Thursday night, as soon as midnight struck on the east coast, I was listening to Billie Eilish’s newest album, Happier Than Ever.
If you had told me a year ago that I would be staying up late anxiously awaiting music from Billie Eilish, I probably would’ve laughed. I never thought I would like her or her music, largely because I had veered away from mainstream pop music and held judgments towards myself for liking that music for so many reasons that I won’t get into here. I didn’t realize Billie’s music would relate to me. Thank god I stumbled upon her documentary and fell deeply in love with who she is, what she represents, and the music she creates.
This album definitely lived up the hype…I love when artists are excited about the work they’ve created. It makes me more excited to listen to it, to know it was a really personal project that they’re proud of and held a lot of meaning for them. This is what I held onto as I began listening.
Listening to the titular song—the second to last track on the album—I had a very strong emotional reaction. As the music transformed and built in power, I realized that my body was covered in goosebumps and started crying and laughing at the same time. I was so happy to be having that reaction, honestly…I haven’t had such a visceral reaction to art, especially music, in quite a while.

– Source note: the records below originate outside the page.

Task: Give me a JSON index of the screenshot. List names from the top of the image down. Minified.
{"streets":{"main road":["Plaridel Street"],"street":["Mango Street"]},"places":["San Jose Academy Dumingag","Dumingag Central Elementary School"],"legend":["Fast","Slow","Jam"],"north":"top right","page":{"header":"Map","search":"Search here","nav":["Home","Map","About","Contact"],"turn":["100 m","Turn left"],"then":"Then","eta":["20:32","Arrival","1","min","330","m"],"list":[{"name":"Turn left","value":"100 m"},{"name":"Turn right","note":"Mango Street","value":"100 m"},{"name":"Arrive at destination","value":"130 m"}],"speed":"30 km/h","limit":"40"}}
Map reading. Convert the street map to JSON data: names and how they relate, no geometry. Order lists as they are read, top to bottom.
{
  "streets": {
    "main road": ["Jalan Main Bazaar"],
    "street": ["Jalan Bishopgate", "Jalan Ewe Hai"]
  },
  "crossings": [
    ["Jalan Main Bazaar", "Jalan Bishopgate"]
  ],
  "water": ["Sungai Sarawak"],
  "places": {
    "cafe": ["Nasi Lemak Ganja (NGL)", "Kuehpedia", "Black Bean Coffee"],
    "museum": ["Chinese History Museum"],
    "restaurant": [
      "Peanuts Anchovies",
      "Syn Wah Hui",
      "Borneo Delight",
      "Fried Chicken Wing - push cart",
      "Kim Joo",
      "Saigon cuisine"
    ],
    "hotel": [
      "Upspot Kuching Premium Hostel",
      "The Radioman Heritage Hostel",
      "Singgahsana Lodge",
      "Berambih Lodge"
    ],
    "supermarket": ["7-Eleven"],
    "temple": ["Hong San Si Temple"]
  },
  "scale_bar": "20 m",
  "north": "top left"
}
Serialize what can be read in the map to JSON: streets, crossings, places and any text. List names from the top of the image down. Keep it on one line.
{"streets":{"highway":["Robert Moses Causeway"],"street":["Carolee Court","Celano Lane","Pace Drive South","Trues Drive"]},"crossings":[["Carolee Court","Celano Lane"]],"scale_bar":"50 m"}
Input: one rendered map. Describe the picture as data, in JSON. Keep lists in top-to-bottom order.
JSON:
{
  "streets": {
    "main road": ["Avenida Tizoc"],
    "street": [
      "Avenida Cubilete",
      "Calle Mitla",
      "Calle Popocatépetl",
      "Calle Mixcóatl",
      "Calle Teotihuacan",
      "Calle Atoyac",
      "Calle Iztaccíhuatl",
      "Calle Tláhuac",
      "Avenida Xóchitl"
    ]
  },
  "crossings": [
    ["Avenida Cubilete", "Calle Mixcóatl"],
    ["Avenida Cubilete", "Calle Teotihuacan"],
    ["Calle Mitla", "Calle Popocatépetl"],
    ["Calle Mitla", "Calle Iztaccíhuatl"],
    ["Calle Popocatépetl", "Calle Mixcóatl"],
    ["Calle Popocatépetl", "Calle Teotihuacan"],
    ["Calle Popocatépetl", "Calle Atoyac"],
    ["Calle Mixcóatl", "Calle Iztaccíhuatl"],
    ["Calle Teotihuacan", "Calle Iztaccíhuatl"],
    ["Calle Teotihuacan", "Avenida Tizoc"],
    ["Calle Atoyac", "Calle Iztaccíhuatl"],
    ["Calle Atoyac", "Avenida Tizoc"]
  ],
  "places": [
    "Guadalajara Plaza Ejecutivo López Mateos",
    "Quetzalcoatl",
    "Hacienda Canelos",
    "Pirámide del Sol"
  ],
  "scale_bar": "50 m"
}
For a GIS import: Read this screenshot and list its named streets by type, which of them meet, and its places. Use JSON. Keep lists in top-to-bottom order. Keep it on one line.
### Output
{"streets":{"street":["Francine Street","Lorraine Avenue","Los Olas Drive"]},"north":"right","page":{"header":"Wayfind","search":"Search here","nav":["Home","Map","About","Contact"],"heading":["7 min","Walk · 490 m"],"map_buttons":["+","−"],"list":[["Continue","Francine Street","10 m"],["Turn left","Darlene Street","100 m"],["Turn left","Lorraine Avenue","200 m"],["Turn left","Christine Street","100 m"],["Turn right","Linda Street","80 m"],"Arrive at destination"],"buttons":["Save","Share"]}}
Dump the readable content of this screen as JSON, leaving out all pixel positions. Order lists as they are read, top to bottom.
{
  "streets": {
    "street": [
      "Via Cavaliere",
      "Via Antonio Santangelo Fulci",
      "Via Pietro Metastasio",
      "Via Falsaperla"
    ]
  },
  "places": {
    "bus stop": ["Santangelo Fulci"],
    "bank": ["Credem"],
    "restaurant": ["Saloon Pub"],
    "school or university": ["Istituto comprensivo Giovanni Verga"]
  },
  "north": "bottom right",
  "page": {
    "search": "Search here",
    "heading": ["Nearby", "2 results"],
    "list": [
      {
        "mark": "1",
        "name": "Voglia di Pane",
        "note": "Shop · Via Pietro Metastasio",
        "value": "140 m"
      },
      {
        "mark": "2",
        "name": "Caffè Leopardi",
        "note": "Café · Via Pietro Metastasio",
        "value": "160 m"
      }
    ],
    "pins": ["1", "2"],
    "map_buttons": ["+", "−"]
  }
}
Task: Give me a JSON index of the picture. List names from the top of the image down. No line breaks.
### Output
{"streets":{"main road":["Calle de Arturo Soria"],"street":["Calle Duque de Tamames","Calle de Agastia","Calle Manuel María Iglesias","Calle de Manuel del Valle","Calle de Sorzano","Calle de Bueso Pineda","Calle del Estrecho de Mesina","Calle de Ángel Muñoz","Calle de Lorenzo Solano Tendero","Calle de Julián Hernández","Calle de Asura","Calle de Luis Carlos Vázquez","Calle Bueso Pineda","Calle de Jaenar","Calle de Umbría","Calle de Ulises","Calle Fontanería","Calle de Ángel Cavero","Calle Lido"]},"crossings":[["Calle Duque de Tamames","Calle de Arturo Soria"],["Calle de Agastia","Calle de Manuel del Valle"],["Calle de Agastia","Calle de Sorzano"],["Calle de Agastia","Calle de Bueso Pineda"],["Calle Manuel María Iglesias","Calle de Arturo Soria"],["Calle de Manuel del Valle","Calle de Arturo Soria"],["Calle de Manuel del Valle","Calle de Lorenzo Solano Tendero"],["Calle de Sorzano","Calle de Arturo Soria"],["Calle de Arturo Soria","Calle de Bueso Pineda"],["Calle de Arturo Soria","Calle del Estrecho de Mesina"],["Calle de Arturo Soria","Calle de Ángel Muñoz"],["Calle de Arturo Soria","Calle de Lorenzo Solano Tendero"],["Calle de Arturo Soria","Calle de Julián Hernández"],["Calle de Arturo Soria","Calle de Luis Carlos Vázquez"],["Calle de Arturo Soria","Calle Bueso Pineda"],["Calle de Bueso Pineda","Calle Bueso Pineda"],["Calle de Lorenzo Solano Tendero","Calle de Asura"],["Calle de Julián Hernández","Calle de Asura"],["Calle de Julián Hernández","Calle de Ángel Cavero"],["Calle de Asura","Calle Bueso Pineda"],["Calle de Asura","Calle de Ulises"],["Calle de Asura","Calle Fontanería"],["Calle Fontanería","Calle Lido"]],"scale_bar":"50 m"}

I have been conditioned to feel ashamed of my high sensitivity. Highly sensitive people make up 20% of the population, and in Western culture (especially in the US), we are taught to stuff our feelings down, to “stop being so sensitive”, to multitask, push ourselves through discomfort, and ignore or numb ourselves to challenging emotions. Growing up, I didn’t feel validated for the intense emotional experiences I had, especially when it came to art in any form. When I experienced art that impacted me, I just couldn’t multitask, or move on to the next thing once it was over. I had to bathe in the experience, to let the inspiration wash over me, to figure out how I could make others feel the ways I was feeling. It took me a long time to meet others who experienced that feeling, too.
When I noticed my reaction to “Happier Than Ever”, my shame remembered what it was like to feel alone in those powerful emotions, and wanted me to stuff them down, to stay quiet about them, to not share the feelings with anyone. But listening to the song felt so good to be so moved by a single piece of music. I immediately thought Fuck the shame! I am so tired of twisting myself into a more socially acceptable being…this music changed me, and that matters!!
I am allowed to be moved by art. I am worthy of experiencing profound feelings and sharing them with the world. I matter.
Sometimes I feel sorry for those who don’t feel what us sensitive folks feel when we listen to powerful music, watch a moving film, see exquisite art…My sensitivity allows me to transcend myself. To see what others see. To feel what others feel. To feel the weight of why an artist creates what they create. To see myself in others’ stories. To process my own feelings.
Thank you, Billie Eilish, for reminding me how beautiful my high sensitivity is. Thank you for creating an album that holds so much raw, emotional truth. Thank you for helping me process my own trauma. Thank you for your vulnerability. Above all, thank you for inspiring me to be brave, authentic, and free.